» **Exercise**
In the reply, give back exactly the lines from the one with "Instruction: Transcribe the" through the last line of the records, without pictures.

Stored data entries:

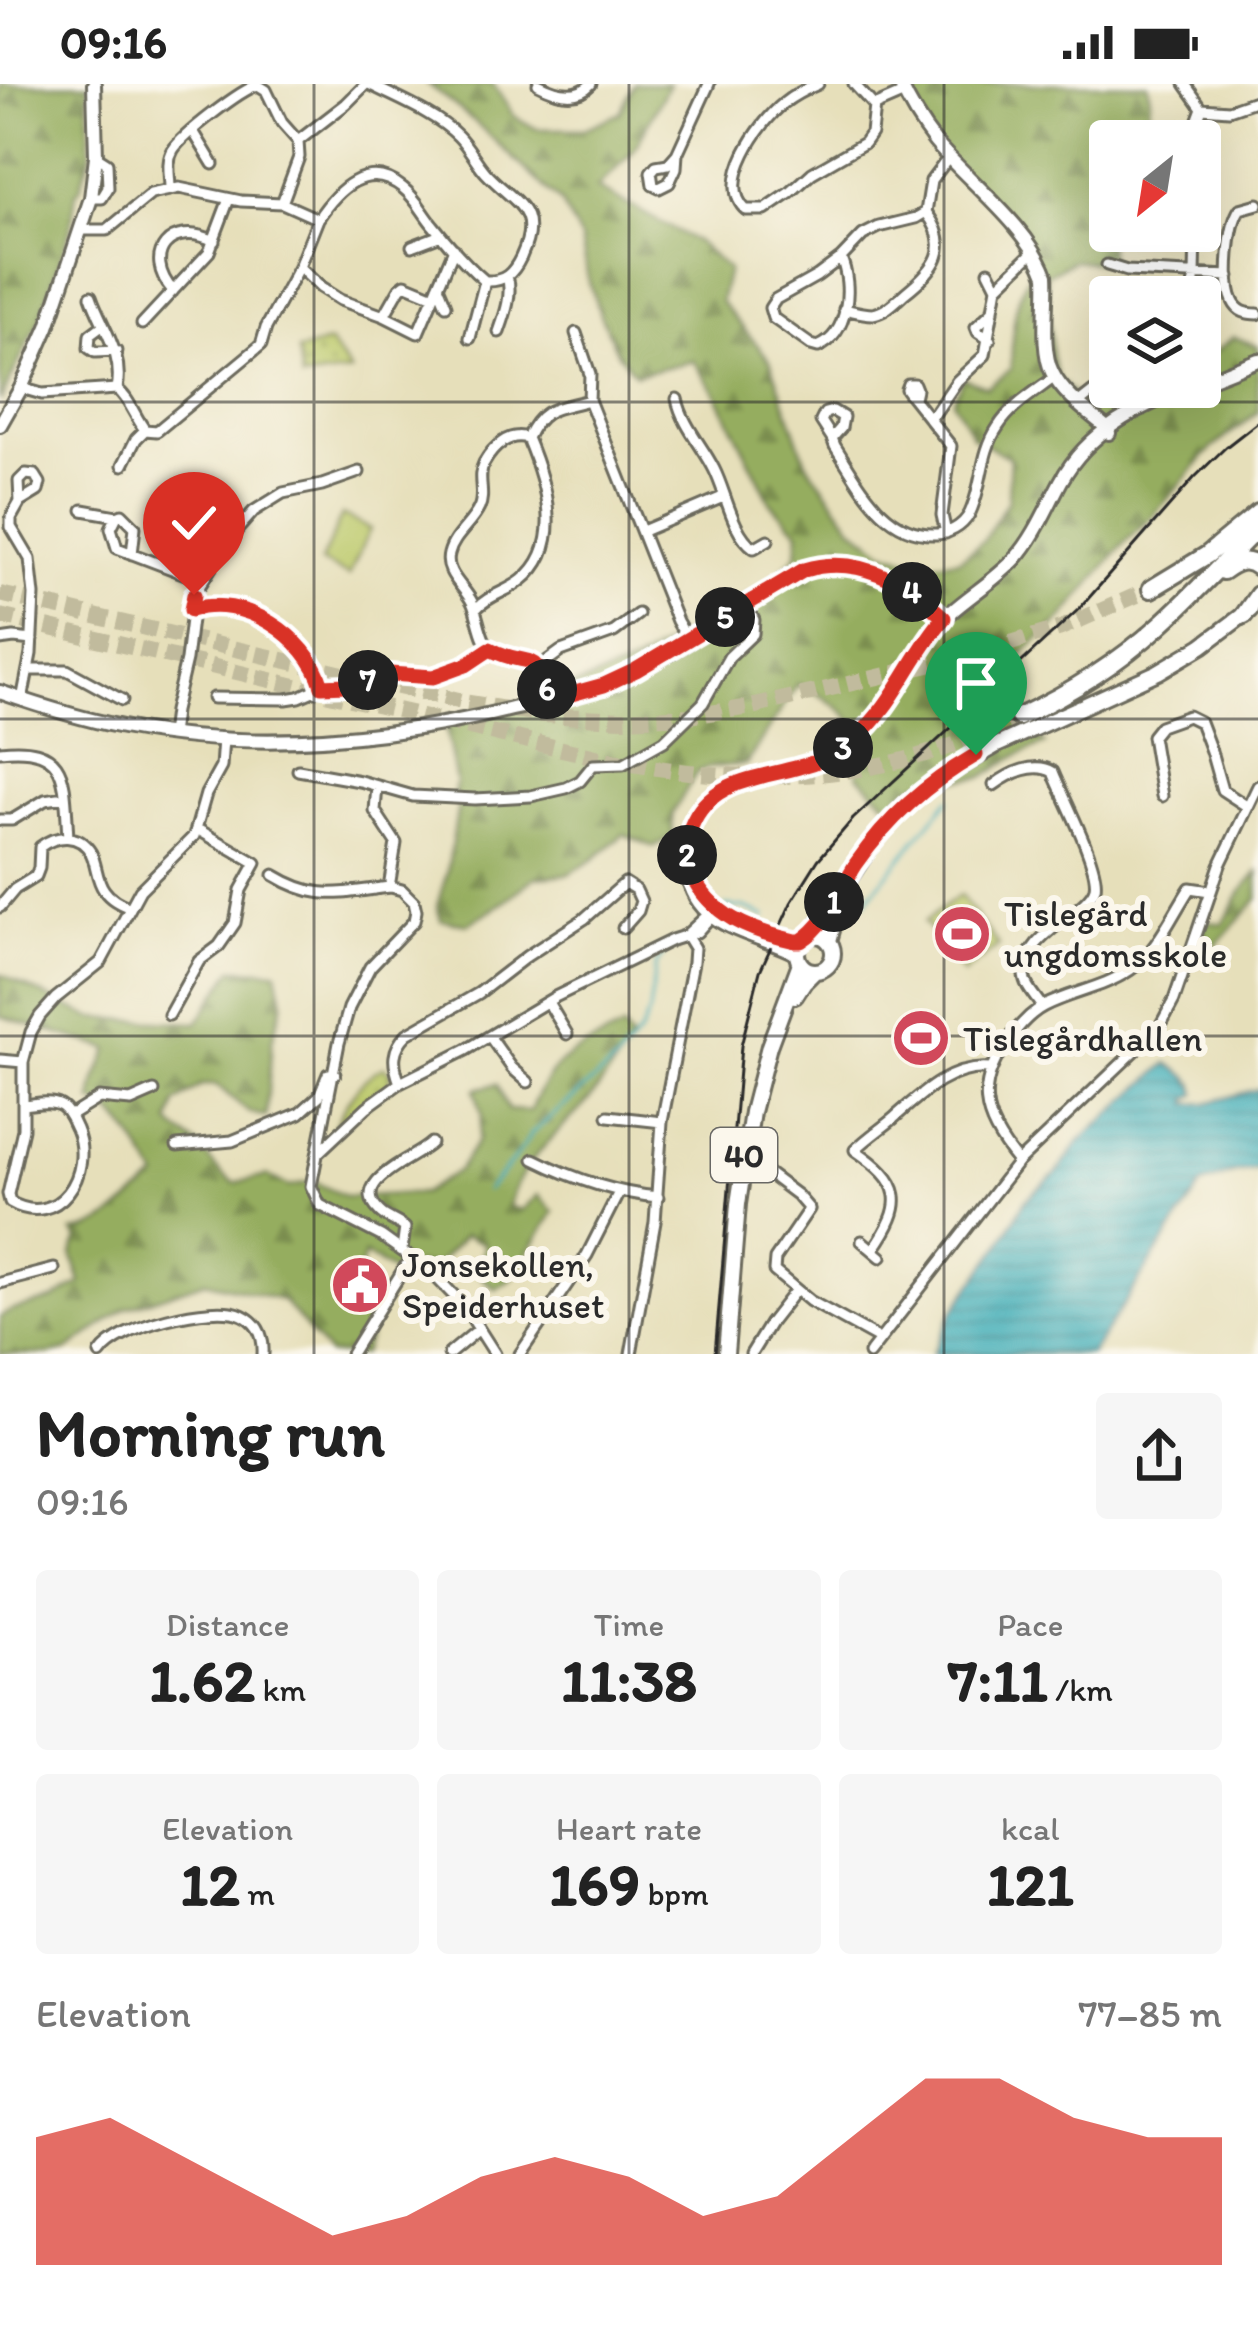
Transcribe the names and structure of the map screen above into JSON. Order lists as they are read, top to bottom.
{
  "streets": {
    "main road": ["40"]
  },
  "places": {
    "sports": ["Tislegård ungdomsskole", "Tislegårdhallen"],
    "public building": ["Jonsekollen, Speiderhuset"]
  },
  "north": "bottom left",
  "page": {
    "status": "09:16",
    "pins": [
      "4",
      "5",
      "7",
      "6",
      "3",
      "2",
      "1"
    ],
    "heading": ["Morning run", "09:16"],
    "stats": [
      ["Distance", "1.62 km"],
      ["Time", "11:38"],
      ["Pace", "7:11 /km"],
      ["Elevation", "12 m"],
      ["Heart rate", "169 bpm"],
      ["kcal", "121"]
    ],
    "chart": ["Elevation", "77–85 m"]
  }
}
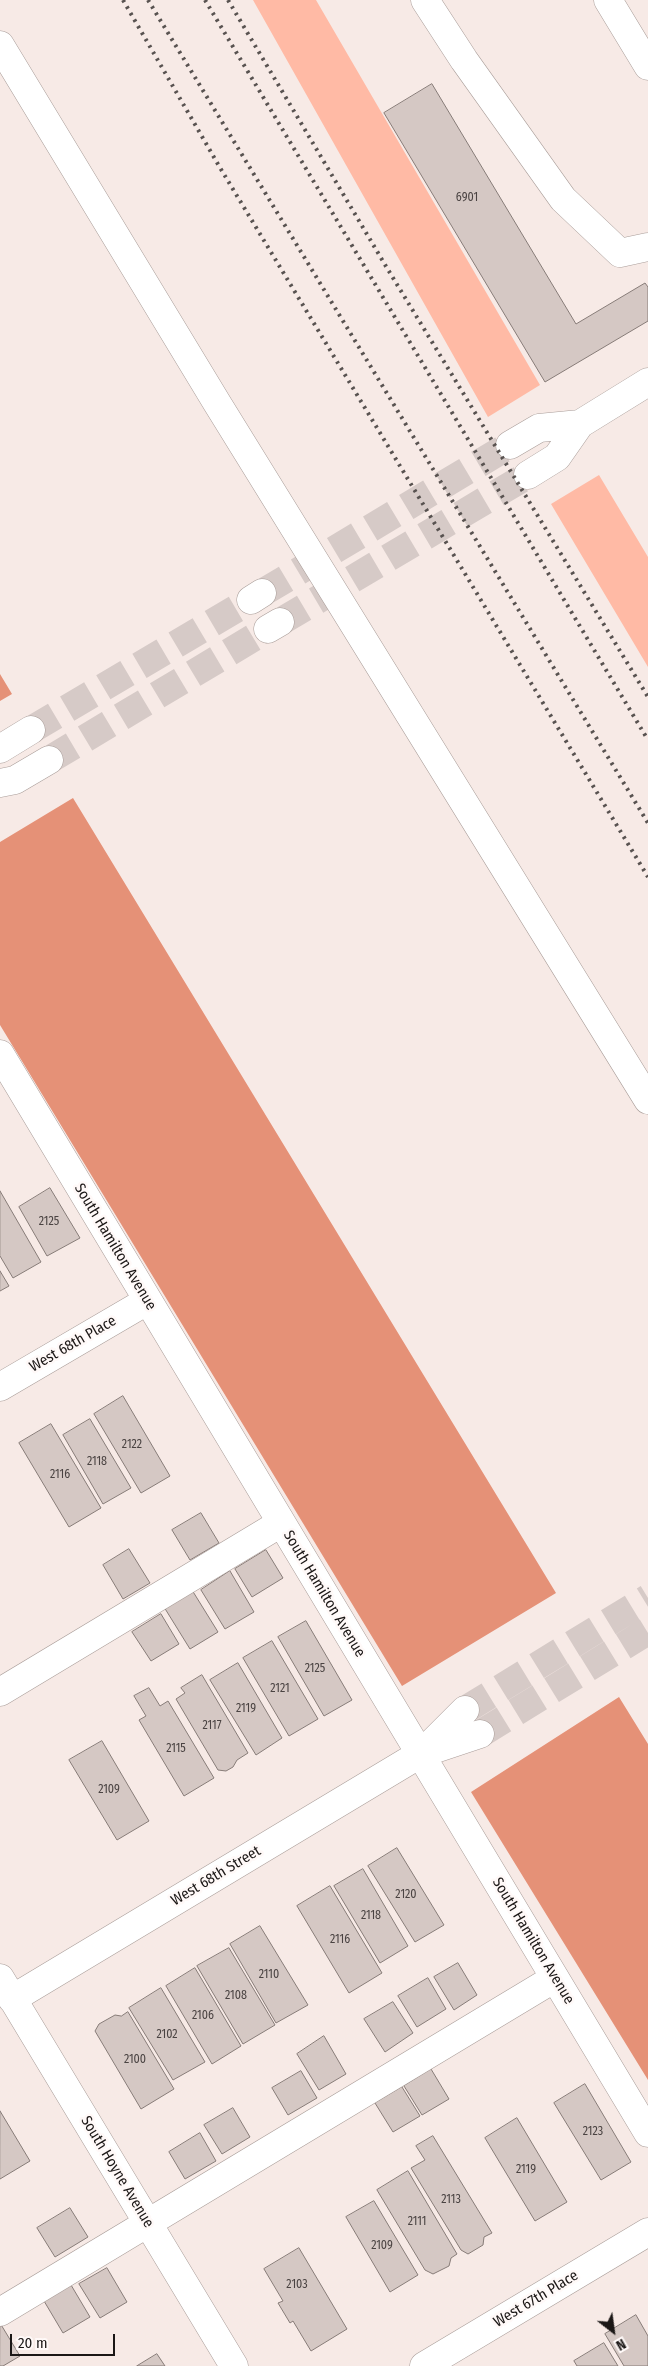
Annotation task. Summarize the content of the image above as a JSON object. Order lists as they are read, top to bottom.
{
  "streets": {
    "street": [
      "South Hamilton Avenue",
      "West 68th Place",
      "West 68th Street",
      "South Hoyne Avenue",
      "West 67th Place"
    ]
  },
  "crossings": [
    ["South Hamilton Avenue", "West 68th Place"],
    ["South Hamilton Avenue", "West 68th Street"],
    ["West 68th Street", "South Hoyne Avenue"]
  ],
  "house_numbers": [
    "6901",
    "2125",
    "2122",
    "2118",
    "2116",
    "2125",
    "2121",
    "2119",
    "2117",
    "2115",
    "2109",
    "2120",
    "2118",
    "2116",
    "2110",
    "2108",
    "2106",
    "2102",
    "2100",
    "2123",
    "2119",
    "2113",
    "2111",
    "2109",
    "2103"
  ],
  "scale_bar": "20 m",
  "north": "bottom right"
}
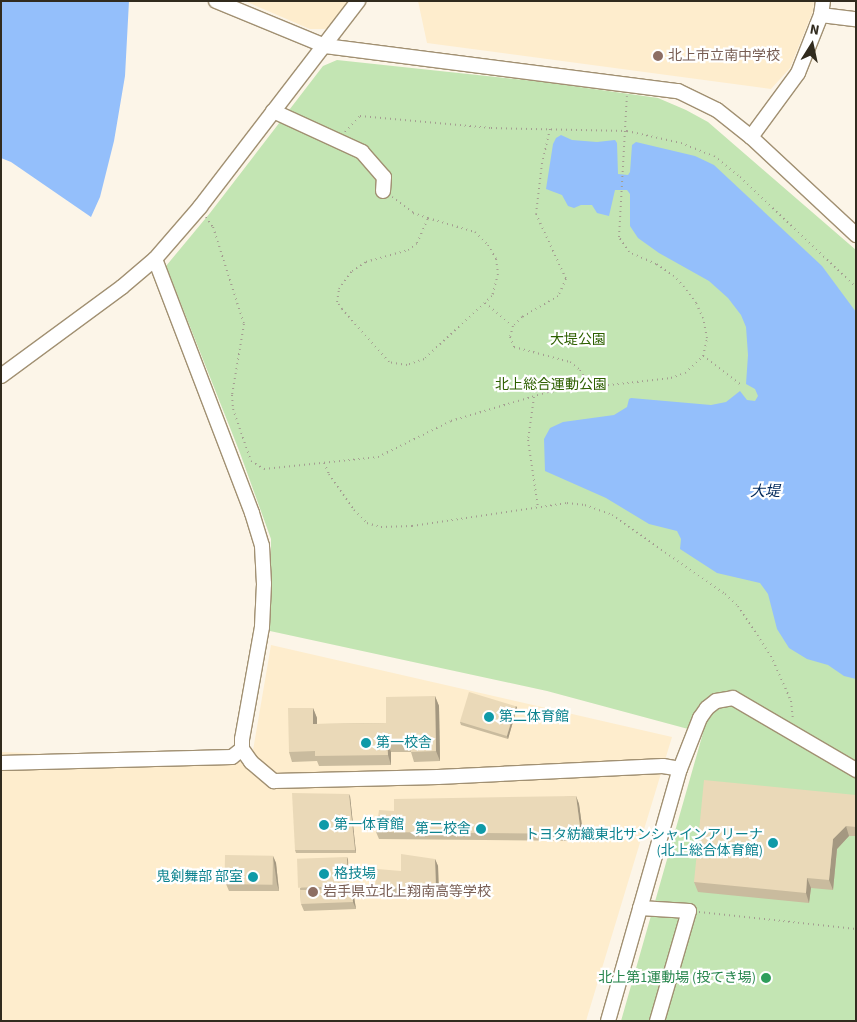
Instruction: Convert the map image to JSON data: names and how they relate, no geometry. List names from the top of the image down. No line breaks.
{"water":["大堤"],"parks":["大堤公園","北上総合運動公園"],"places":["北上市立南中学校","第二体育館","第一校舎","第一体育館","第二校舎","トヨタ紡織東北サンシャインアリーナ (北上総合体育館)","格技場","鬼剣舞部 部室","岩手県立北上翔南高等学校","北上第1運動場 (投てき場)"],"north":"top"}
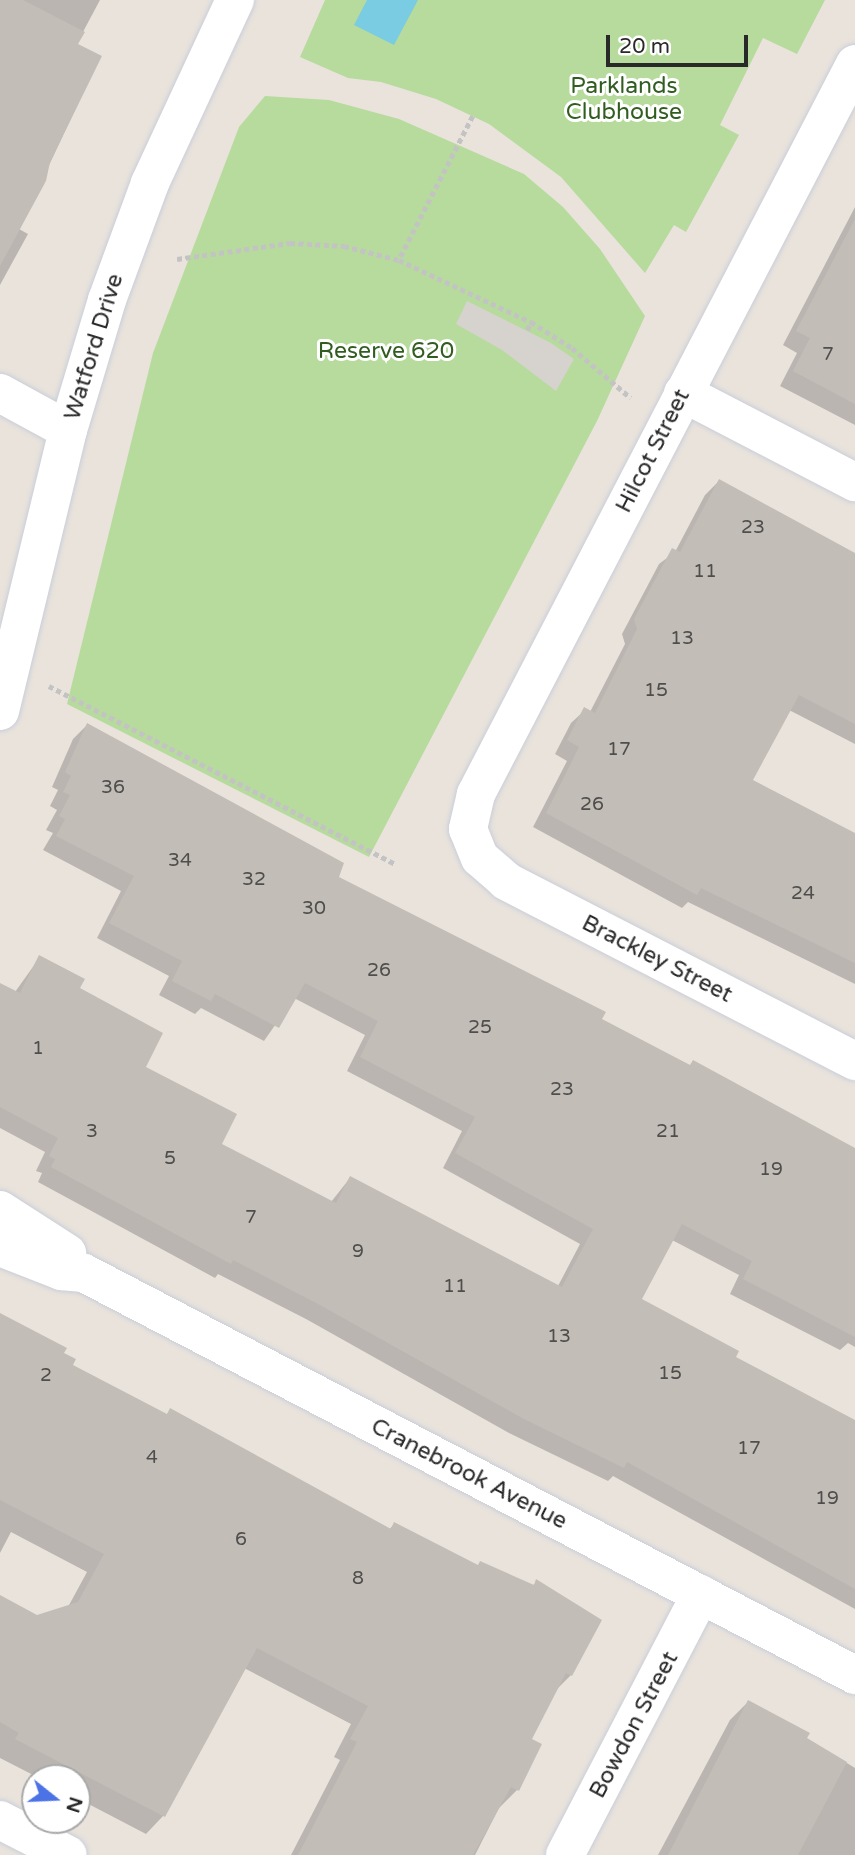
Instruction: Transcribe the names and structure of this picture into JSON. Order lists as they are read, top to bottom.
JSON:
{
  "streets": {
    "street": [
      "Watford Drive",
      "Hilcot Street",
      "Brackley Street",
      "Cranebrook Avenue",
      "Bowdon Street"
    ]
  },
  "crossings": [
    ["Hilcot Street", "Brackley Street"],
    ["Cranebrook Avenue", "Bowdon Street"]
  ],
  "parks": ["Parklands Clubhouse", "Reserve 620"],
  "house_numbers": [
    "7",
    "23",
    "11",
    "13",
    "15",
    "17",
    "36",
    "26",
    "34",
    "32",
    "24",
    "30",
    "26",
    "25",
    "1",
    "23",
    "3",
    "21",
    "5",
    "19",
    "7",
    "9",
    "11",
    "13",
    "15",
    "2",
    "17",
    "4",
    "19",
    "6",
    "8"
  ],
  "scale_bar": "20 m",
  "north": "right"
}
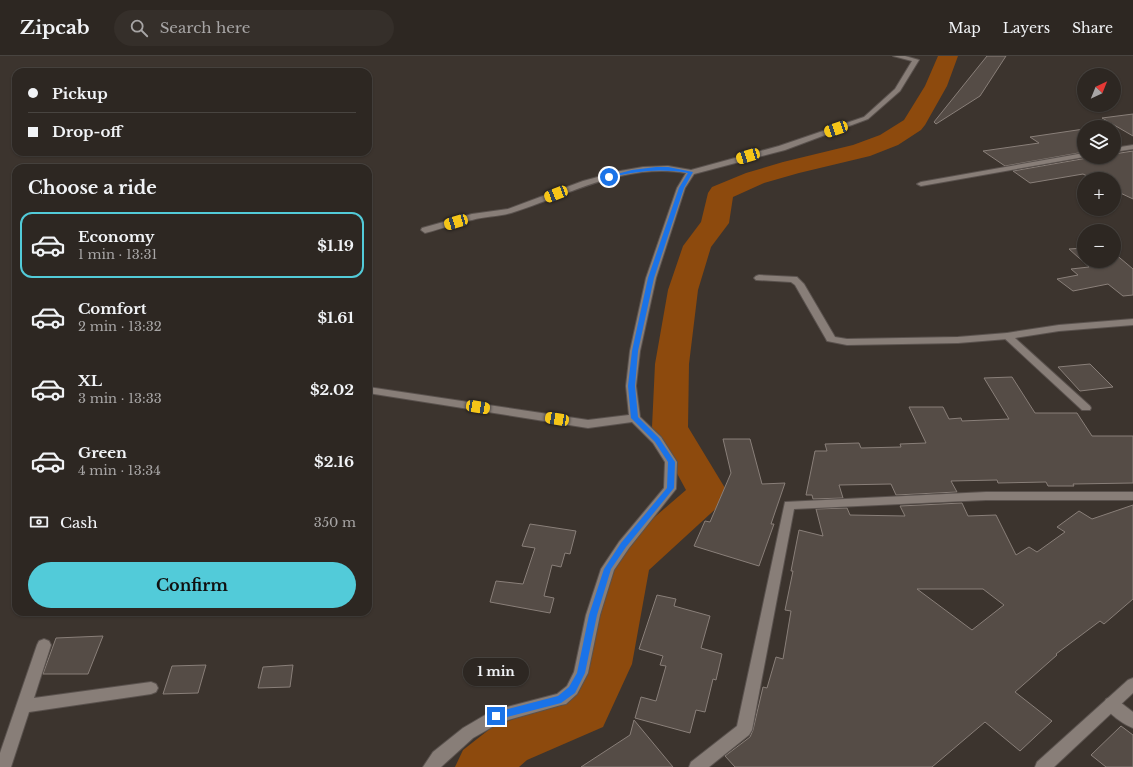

» **Solved problem**
Instruction: Transcribe the names and structure of this picture into JSON. Order lists as they are read, top to bottom.
JSON:
{
  "streets": {
    "street": [
      "Watford Drive",
      "Hilcot Street",
      "Brackley Street",
      "Cranebrook Avenue",
      "Bowdon Street"
    ]
  },
  "crossings": [
    ["Hilcot Street", "Brackley Street"],
    ["Cranebrook Avenue", "Bowdon Street"]
  ],
  "parks": ["Parklands Clubhouse", "Reserve 620"],
  "house_numbers": [
    "7",
    "23",
    "11",
    "13",
    "15",
    "17",
    "36",
    "26",
    "34",
    "32",
    "24",
    "30",
    "26",
    "25",
    "1",
    "23",
    "3",
    "21",
    "5",
    "19",
    "7",
    "9",
    "11",
    "13",
    "15",
    "2",
    "17",
    "4",
    "19",
    "6",
    "8"
  ],
  "scale_bar": "20 m",
  "north": "right"
}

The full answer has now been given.